Don’t Ignore the Problem 

When you start falling behind in payments because of a new financial problem, the worst thing you can do is procrastinate. Don’t pretend it’s not happening if the lender isn’t getting in contact with you; rest assured they already know. Traditional lenders like banks process late or missing mortgage payments more slowly and often by mail, but just because you’re not getting angry phone calls doesn’t mean you’re off the hook. 

If you receive any mail from your lender, make sure you open it even if you dread what it might say inside. Many sub-prime lenders will send out letters offering assistance to their customers if they have reason to believe they have an issue with the current payment plan. If you neglect to open those letters, the next ones might contain a notice of legal action that you have to be aware of. You don’t want any foreclosure court measures being taken without your awareness. 

Look at Your Loan Documents 

The process of what happens when you miss your mortgage payments, what actions the lender will take, and what options are available to you, are likely to be stated in your mortgage loan documents. You should also be aware of your rights by getting in contact with the State Government Housing Office. There are specific foreclosure laws and timeframes that both parties need to follow. If your lender is, for instance, speeding up the foreclosure process without offering the prevention options that they are supposed to provide you with, you might be able to get legal help in stalling the process and then getting access to those options.   

Start Negotiating Early 

The majority of lenders want you to be able to pay off your mortgage safely and reliably. They don’t want to deal with foreclosure costs they can incur, nor do they necessarily want to chase you for the money. However, your ability to negotiate with them dwindles the more your credit rating suffers. There are more foreclosure prevention programs available to those who don’t yet have credit issues, too. As soon as you recognize a problem that you will have trouble recovering from without assistance, you should get in touch with the mortgage company. 

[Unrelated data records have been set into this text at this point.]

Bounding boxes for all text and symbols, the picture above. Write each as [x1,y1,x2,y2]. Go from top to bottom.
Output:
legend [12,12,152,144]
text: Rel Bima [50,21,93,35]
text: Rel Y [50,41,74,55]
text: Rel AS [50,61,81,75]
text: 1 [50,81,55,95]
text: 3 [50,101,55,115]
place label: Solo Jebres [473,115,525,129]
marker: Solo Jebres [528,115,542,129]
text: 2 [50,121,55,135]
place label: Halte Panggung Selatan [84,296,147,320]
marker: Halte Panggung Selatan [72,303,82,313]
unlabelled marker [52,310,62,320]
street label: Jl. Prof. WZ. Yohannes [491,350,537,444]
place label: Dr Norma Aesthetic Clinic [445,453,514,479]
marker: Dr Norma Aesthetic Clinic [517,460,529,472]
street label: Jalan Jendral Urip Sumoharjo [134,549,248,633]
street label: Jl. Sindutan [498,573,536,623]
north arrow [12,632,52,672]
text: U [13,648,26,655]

Ask About Forbearance Plans 

One of the foreclosure prevention programs more readily available to those who get in touch with the bank earlier, rather than later, is a forbearance plan. These plans are suitable for people who are having temporary financial trouble and can’t afford to make a one-time reinstatement payment. It’s a plan that suspends the foreclosure process and allows you to pay the missed amount over a longer period of time. Once the twelve repayments in the forbearance plan are all made, the mortgage goes back to normal. 

Refinance Sensibly 

Refinancing is a good solution for those who still have their income, have some equity in the home, and still have a good credit situation. Simply put, it’s a new loan to replace the old one. It starts with a temporary reduction in payments, but it should be worth noting that those payments tend to increase after a certain amount of time. It’s not a short-term solution. If you are having issues with your finances that mean you are unlikely to meet your mortgage payments in the future, refinancing may simply end up putting you back in the foreclosure process. You need to be sensible and realistic about whether you should refinance.   

You should also be aware of potentially predatory lenders who might take advantage of people at risk of foreclosure. You do not want to end up in unaffordable loans that you don’t fully understand.   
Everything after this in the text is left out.